Antoine Émile Ernest Desjardins (/fr/; 30 September 1823 – 22 October 1886) was a French historian, geographer and archaeologist. He was a younger brother of historian Abel Desjardins (1814–1886).

In 1856 he began teaching classes in Latin epigraphy at the Lycée Napoleon in Paris, and from 1861 taught courses in geography at the École Normale Supérieure. For several years he conducted archaeological research in Italy, Egypt and regions along the Danube. In 1875, he became a member of the Académie des Inscriptions et Belles-Lettres. In 1886, he was appointed professor of epigraphy and Roman antiquities at the Collège de France.

== Selected works ==
- Atlas géographique de l'Italie ancienne, composé de sept cartes et d'un dictionnaire de tous les noms qui y sont contenus, 1852 – Geographical atlas of ancient Italy.
- Essai sur la topographie du Latium, 1854 – Essay on the topography of Latium.
- Le Pérou avant la conquête espagnole, d'après les principaux historiens originaux, 1858 – Peru before the Spanish conquest, etc.
- Publication des oeuvres complètes de Bartolomeo Borghesi, 1861 – Publication on the complete works of Bartolomeo Borghesi.
- Le grand Corneille, historien, 1862 – On Pierre Corneille.
- Aperçu historique sur les embouchures du Rhône, travaux anciens et modernes, 1866 – Historical overview on the mouth of the Rhône, ancient and modern works.
- Les Juifs de Moldavie, 1867 – The Jews of Moldavia.

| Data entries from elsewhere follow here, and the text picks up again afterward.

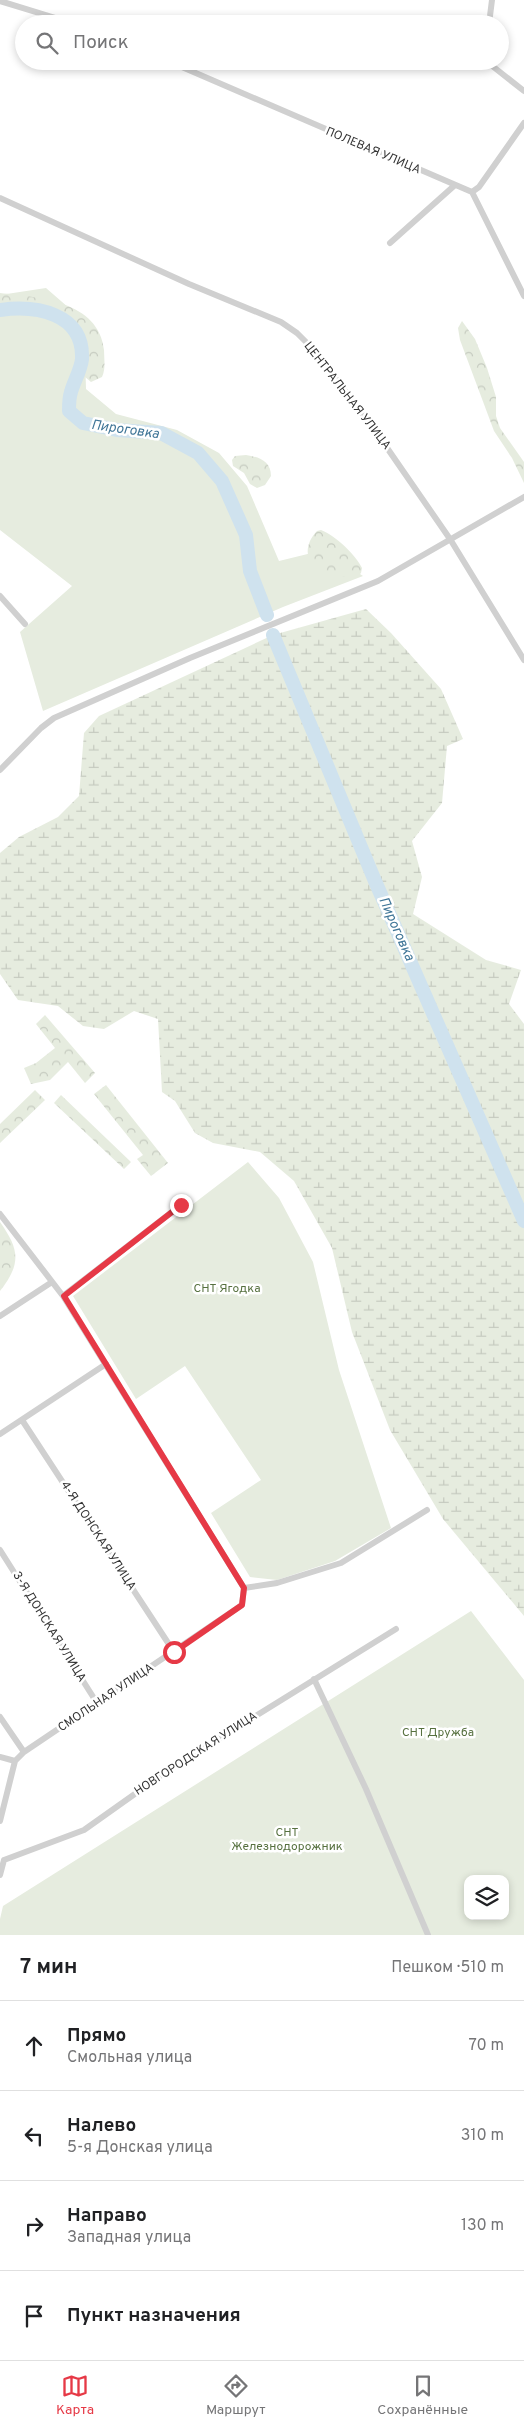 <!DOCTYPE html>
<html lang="ru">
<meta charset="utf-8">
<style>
:root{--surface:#fff;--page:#f2f2f2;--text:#202124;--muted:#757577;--line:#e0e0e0;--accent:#e63946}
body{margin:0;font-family:Overpass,sans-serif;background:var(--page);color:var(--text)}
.controls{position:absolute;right:15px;bottom:15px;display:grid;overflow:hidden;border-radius:10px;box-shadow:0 2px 8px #0003}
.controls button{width:45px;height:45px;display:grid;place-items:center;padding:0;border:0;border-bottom:1px solid var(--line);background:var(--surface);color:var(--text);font:25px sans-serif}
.stop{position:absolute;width:15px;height:15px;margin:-11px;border:4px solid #e63946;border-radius:50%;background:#fff}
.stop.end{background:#e63946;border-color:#fff;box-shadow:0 1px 5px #0008}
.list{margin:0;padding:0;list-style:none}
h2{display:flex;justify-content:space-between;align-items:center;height:65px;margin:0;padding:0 20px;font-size:21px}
h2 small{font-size:16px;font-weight:400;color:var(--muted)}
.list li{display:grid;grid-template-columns:32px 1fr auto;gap:15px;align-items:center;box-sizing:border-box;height:90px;padding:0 20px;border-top:1px solid var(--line)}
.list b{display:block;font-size:19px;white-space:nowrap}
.list p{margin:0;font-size:16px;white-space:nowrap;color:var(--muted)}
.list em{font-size:16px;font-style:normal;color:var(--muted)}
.icon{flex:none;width:28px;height:28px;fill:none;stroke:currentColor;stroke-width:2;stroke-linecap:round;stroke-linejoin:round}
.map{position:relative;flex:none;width:524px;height:1935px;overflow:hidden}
.search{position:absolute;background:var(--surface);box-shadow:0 2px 8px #0003;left:15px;right:15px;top:15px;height:55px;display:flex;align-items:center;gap:12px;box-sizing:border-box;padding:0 18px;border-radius:28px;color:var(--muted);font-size:19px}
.sheet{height:425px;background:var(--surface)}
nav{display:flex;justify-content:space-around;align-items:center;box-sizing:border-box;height:70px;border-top:1px solid var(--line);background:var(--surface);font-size:14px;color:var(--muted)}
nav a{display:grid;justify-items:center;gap:2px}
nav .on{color:var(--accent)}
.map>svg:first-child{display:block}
.green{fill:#e6ecdf;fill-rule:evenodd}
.forest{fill:url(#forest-crowns)}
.wetland{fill:url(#wetland-marsh)}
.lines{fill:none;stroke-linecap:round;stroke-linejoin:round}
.river{stroke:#cfe2ee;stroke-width:14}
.street{stroke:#d0d0d0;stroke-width:6}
.route{stroke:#e63946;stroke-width:6}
.labels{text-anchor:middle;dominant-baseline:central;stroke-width:5;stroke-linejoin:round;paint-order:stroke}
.street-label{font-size:12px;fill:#333;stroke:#fff}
.park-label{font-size:12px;fill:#56703f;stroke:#fff}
.water-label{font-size:14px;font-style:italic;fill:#3f7597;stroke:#fff}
</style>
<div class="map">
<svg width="524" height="1935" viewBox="0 0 524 1935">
<defs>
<pattern id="forest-crowns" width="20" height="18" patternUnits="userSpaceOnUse" patternTransform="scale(1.25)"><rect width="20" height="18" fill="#e6ecdf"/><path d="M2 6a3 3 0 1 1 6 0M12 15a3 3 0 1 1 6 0" fill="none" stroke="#c6cbc0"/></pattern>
<pattern id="wetland-marsh" width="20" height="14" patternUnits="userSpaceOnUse" patternTransform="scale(1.25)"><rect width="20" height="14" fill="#e6ecdf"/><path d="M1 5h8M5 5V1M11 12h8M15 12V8" fill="none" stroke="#c6cbc0"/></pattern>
</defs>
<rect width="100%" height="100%" fill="#fff"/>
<path class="green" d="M46,288L84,321L86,389L116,414L177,430L219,453L247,486L279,561L324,550L363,576L283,607L43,711L20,632L72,586L0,530V295Z
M248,1162L279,1198L313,1262L339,1370L391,1528L335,1561L277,1580L250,1577L211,1513L261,1480L185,1366L136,1399L73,1296Z
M471,1611L524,1680V1935H0V1919L3,1906ZM468,1879H505V1916H468Z"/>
<path class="forest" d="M0,293C38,297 99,301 104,350C104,359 106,368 102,377L91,382L79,372L78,360L85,343C69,310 34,300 0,306Z
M462,321L475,339L487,368L496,397V416L500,428L524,462V483L512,458L494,431L460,340L458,328Z
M246,455C259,457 271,461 271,476L265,485L257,488L250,484L244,473L233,466L232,460L235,456Z
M321,530C336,536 355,554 362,568L361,573L357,577C349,577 337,576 329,575C306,570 301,547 317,531Z
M45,1015L95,1073L85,1083L68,1062L50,1080L31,1084L24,1068L36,1063L55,1048L36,1024Z
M106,1085L168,1163L151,1176L137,1159L143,1155L94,1094Z
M35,1090L45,1100L0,1143V1124Z
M61,1095L131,1162L124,1169L54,1103Z
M0,1222C19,1249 22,1263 0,1291Z"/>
<path class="wetland" d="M366,609L391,633L441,689L463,739L447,746L442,803L412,841L422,877L413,914L486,960L521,970L509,1004L524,1024V1616L443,1519L390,1430L352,1332L332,1248L294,1181L260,1152L213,1143L195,1133L175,1101L162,1092L158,1019L134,1011L104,1029L83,1026L58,1006L18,1000L0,974V853L19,837L58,817L79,796L84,733L99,716L273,635Z"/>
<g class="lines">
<path class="river" d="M0,310C36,305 84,313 82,359C81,370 74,381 71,392C69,398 69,405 69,411L83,423L117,430L161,433L198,453L222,481L246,535L250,571L267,615
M273,635L375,881L524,1221"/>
<path class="street" d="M0,1L75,24
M489,24L492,0
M168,61L472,192L524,296
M486,61L524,91
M472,192L479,187L524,123
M0,198L189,284L281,322L297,333L315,351L383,442L450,539L524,660
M390,243L455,185
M0,596L25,624
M0,770L41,728L54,718L190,658L378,581L524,497
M0,1214L63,1296L181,1205
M63,1296L244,1588
M0,1316L52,1282
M22,1420L174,1652
M0,1434L106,1364
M0,1550L97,1703
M314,1679L366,1789L428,1935
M0,1717L24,1752
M0,1757L15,1761
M0,1821L15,1761L24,1752L242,1605L244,1588L277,1583L341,1563L427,1510
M4,1860L84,1830L170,1769L396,1629
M0,1875L4,1860"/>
</g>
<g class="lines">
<path class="route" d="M174,1652L242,1605L244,1588L64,1296L181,1205"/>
</g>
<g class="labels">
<g class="street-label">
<text transform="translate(373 151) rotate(23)">ПОЛЕВАЯ УЛИЦА</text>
<text transform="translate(347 396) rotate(52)">ЦЕНТРАЛЬНАЯ УЛИЦА</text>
<text transform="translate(98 1536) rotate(57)">4-Я ДОНСКАЯ УЛИЦА</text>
<text transform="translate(49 1627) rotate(58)">3-Я ДОНСКАЯ УЛИЦА</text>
<text transform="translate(106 1698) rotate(-34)">СМОЛЬНАЯ УЛИЦА</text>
<text transform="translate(196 1754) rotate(-33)">НОВГОРОДСКАЯ УЛИЦА</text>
</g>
<g class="park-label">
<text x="227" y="1289">СНТ Ягодка</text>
<text x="438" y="1733">СНТ Дружба</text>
<text x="287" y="1833">СНТ<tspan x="287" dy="14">Железнодорожник</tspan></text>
</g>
<g class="water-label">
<text transform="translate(125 430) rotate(8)">Пироговка</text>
<text transform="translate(396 929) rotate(66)">Пироговка</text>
</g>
</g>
</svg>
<div class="controls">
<button><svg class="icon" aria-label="layers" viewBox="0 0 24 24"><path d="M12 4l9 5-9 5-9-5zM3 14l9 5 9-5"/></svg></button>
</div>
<div class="stop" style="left:174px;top:1652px"></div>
<div class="stop end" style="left:181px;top:1205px"></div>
<div class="search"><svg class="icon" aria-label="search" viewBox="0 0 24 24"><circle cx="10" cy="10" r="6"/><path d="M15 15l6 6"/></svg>Поиск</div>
</div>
<section class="sheet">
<h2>7 мин<small>Пешком · 510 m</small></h2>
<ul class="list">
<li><svg class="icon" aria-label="ahead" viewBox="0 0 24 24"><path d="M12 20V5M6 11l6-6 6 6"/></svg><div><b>Прямо</b><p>Смольная улица</p></div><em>70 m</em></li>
<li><svg class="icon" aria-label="left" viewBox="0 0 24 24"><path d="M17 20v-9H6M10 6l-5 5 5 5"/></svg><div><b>Налево</b><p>5-я Донская улица</p></div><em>310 m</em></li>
<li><svg class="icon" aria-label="right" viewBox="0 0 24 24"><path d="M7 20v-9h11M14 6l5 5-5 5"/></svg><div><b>Направо</b><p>Западная улица</p></div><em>130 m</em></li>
<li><svg class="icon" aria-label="arrive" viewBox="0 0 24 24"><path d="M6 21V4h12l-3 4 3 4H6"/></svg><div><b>Пункт назначения</b></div></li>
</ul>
</section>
<nav>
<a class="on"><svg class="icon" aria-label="map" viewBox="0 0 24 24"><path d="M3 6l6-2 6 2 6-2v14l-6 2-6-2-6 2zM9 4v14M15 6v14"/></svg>Карта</a>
<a><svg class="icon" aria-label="directions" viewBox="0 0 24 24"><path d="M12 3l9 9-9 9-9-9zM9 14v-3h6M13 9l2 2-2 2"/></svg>Маршрут</a>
<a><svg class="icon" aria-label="saved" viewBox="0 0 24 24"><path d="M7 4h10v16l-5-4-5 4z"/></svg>Сохранённые</a>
</nav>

- Rapport sur les deux ouvrages de bibliographie américaine de M. Henri Harrisse, 1867 – Report on two American bibliographical works of Henry Harrisse.
- Géographie de la Gaule d'après la Table de Peutinger, 1869 – Geography of Gaul according to the Peutinger Table.
- Rhône et Danube. Nouvelles observations sur les fosses Mariennes et le canal du Bas-Rhône, 1870. – The Rhône and Danube. New observations on the Fosses Mariennes and the Bas-Rhône canal.
- Géographie historique et administrative de la Gaule romaine, (with Auguste Longnon) 1876 – Historical and administrative geography of Roman Gaul.